Orlando's mayor: Buddy Dyer

Amy Keller | 4/27/2020

Facing a $24-million budget deficit, Dyer laid off more than 200 city workers and began to work on delivering his campaign promise to revitalize downtown Orlando. Dyer had talked to developer Cameron Kuhn about buying the blighted Jaymont block from Tavistock. Kuhn liked the idea and came up with a plan for a $140-million development that included office towers and a movie theater. To seal the deal, the city offered Kuhn $22 million worth of incentives.

Dyer worried preservationists might stand in the way of Kuhn’s efforts to demolish the Art Deco buildings that had housed a Woolworth’s and a McCrory’s dime store.

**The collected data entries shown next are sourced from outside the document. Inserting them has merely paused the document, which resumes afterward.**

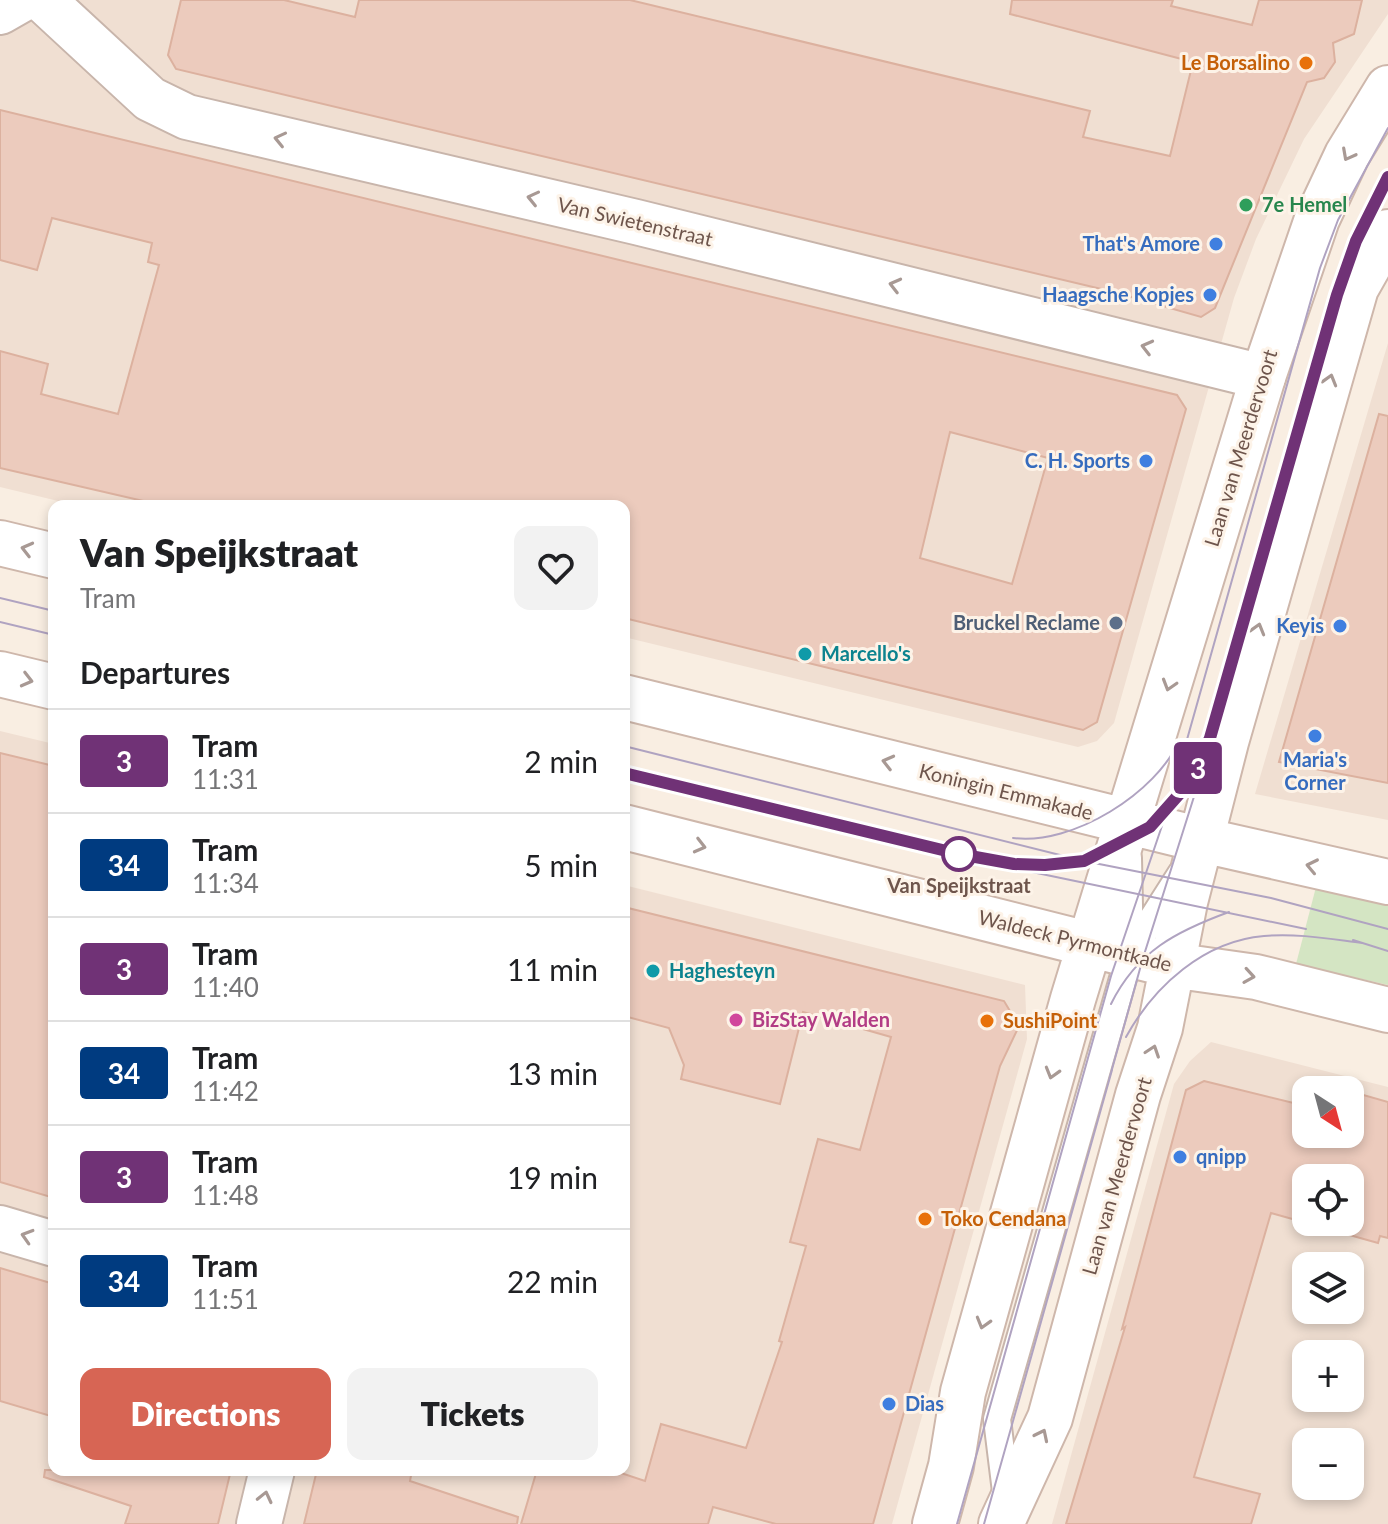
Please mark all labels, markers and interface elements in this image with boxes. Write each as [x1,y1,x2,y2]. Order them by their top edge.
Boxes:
place label: Le Borsalino [1181,50,1290,74]
marker: Le Borsalino [1297,54,1315,72]
one-way arrow [274,131,288,148]
one-way arrow [1342,146,1358,161]
one-way arrow [527,190,541,207]
street label: Van Swietenstraat [555,192,715,251]
place label: 7e Hemel [1262,192,1347,216]
marker: 7e Hemel [1237,196,1255,214]
place label: That's Amore [1083,231,1200,255]
marker: That's Amore [1207,235,1225,253]
one-way arrow [888,278,902,295]
place label: Haagsche Kopjes [1042,282,1194,306]
marker: Haagsche Kopjes [1201,286,1219,304]
one-way arrow [1141,340,1155,357]
street label: Laan van Meerdervoort [1199,346,1281,549]
one-way arrow [1321,373,1337,387]
place label: C. H. Sports [1025,448,1130,472]
marker: C. H. Sports [1137,452,1155,470]
button: heart [514,526,598,610]
text: Van Speijkstraat [80,529,358,575]
one-way arrow [21,542,34,559]
text: Tram [80,582,136,614]
place label: Bruckel Reclame [953,610,1100,634]
place label: Keyis [1276,613,1324,637]
marker: Bruckel Reclame [1107,614,1125,632]
marker: Keyis [1331,617,1349,635]
one-way arrow [1249,623,1265,637]
place label: Marcello's [821,641,911,665]
marker: Marcello's [796,645,814,663]
text: Departures [80,654,230,690]
one-way arrow [20,671,33,688]
one-way arrow [1163,677,1179,691]
text: Tram [192,727,258,763]
marker: Maria's Corner [1306,727,1324,745]
line badge: 3 [1172,742,1224,794]
text: 2 min [524,743,598,779]
text: 3 [116,744,132,778]
place label: Maria's Corner [1283,747,1347,794]
text: 3 [1190,751,1206,785]
one-way arrow [882,755,896,772]
street label: Koningin Emmakade [917,758,1096,824]
text: 11:31 [192,763,259,795]
text: Tram [192,831,258,867]
one-way arrow [692,837,706,854]
marker: Van Speijkstraat [942,837,976,871]
text: 5 min [524,847,598,883]
text: 34 [108,848,140,882]
one-way arrow [1305,858,1319,875]
text: 11:34 [192,867,259,899]
place label: Van Speijkstraat [886,873,1031,897]
street label: Waldeck Pyrmontkade [976,904,1174,976]
text: Tram [192,935,258,971]
text: 11 min [507,951,598,987]
text: 3 [116,952,132,986]
place label: Haghesteyn [669,958,775,982]
marker: Haghesteyn [644,962,662,980]
one-way arrow [1242,967,1255,984]
text: 11:40 [192,971,259,1003]
place label: BizStay Walden [752,1007,890,1031]
place label: SushiPoint [1003,1008,1098,1032]
marker: BizStay Walden [727,1011,745,1029]
marker: SushiPoint [978,1012,996,1030]
text: Tram [192,1039,258,1075]
one-way arrow [1143,1045,1159,1059]
text: 13 min [507,1055,598,1091]
text: 34 [108,1056,140,1090]
one-way arrow [1045,1065,1061,1079]
street label: Laan van Meerdervoort [1076,1074,1156,1277]
text: 11:42 [192,1075,259,1107]
north arrow [1292,1076,1364,1148]
map controls [1292,1076,1364,1500]
text: Tram [192,1143,258,1179]
place label: qnipp [1196,1144,1246,1168]
marker: qnipp [1171,1148,1189,1166]
text: 19 min [507,1159,598,1195]
text: 3 [116,1160,132,1194]
button: locate [1292,1164,1364,1236]
text: 11:48 [192,1179,259,1211]
place label: Toko Cendana [941,1206,1067,1230]
marker: Toko Cendana [916,1210,934,1228]
one-way arrow [21,1229,34,1245]
text: Tram [192,1247,258,1283]
button: layers [1292,1252,1364,1324]
text: 22 min [507,1263,598,1299]
text: 34 [108,1264,140,1298]
text: 11:51 [192,1283,259,1315]
one-way arrow [975,1316,992,1330]
button: + [1292,1340,1364,1412]
button: Directions [80,1368,331,1460]
button: Tickets [347,1368,598,1460]
place label: Dias [905,1391,944,1415]
marker: Dias [880,1395,898,1413]
one-way arrow [1032,1428,1048,1443]
button: − [1292,1428,1364,1500]
one-way arrow [256,1491,273,1504]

He let them have their say at a city council meeting that ended with a 5-2 vote to demolish the block but didn’t wait to see whether they’d fight on. Immediately after the vote, demolition equipment that had been positioned at the fire station rolled down Orange Avenue and razed the buildings along the Jaymont block before the sun came up the next morning.

The move angered some, but Dyer makes no apologies. “It didn’t give anybody an opportunity to go into court and get an injunction,” he says, adding that it “gave the business community the message that we would use our political capital to make sure that things got done in downtown.”

As the Jaymont block was redeveloped, Dyer turned to bringing a performing arts center to Orlando. It wasn’t a new idea. Former Orlando Mayor Bill Frederick had planted the seed in the 1980s, and Hood had also tried unsuccessfully to push the project during her 11 years in office. Dyer renewed the push but took a different approach. As he mapped out a plan, “it became clear the Citrus Bowl was a dump, and it needed a renovation and the Orlando Magic needed something done with the (Amway) arena,” Dyer says.

He suggested bundling all three projects into one package to induce cooperation from competing interests: Sports supporters and arts boosters would have to support each other if they wanted their pet projects to succeed.

There were other hurdles to overcome, including opposition from tourism industry leaders who didn’t want to share bed tax dollars with the $1.1-billion sports and entertainment venues. Dyer worked with then-Orange County Mayor Richard Crotty (his predecessor in the state Senate) to broker a deal that would let the county implement a penny bump in the tourist development tax, with a half-cent of the hike going to the arena and half going to tourism marketing to help hoteliers. To foot the rest of the bill, Dyer tapped funding from the city’s Community Development Agency bonds, corporate and philanthropic contributions, state funding and other sources.

Although the 875,000-sq.-ft., city-owned Amway Center opened in 2010 as planned, the 2008 recession slowed the other two projects. By 2011, a shortfall in tourist development tax funding had stalled the Dr. Phillips Center for the Performing Arts, and Crotty’s successor, Teresa Jacobs, lambasted the project in a letter to Dyer that detailed a number of “serious financial and construction-related concerns” uncovered by a county review of the project. That sparked a clash between the two mayors — with each telling the media they didn’t trust the other.

Dyer and Jacobs eventually settled their differences, and the arts center was finished in two phases, the first completed in 2014 and the second scheduled for completion this fall. Renovations of the Citrus Bowl, now known as Camping World Stadium, were scaled back — but Dyer says he’s pleased with the $200 million in upgrades that were finished in 2014, and the stadium is set for another $60 million in upgrades to help the venue compete for the chance to host the 2026 FIFA World Cup. “I think we did pretty well for $200 million. It’s an NFL-quality stadium. Everybody else has spent billions on theirs,” Dyer says.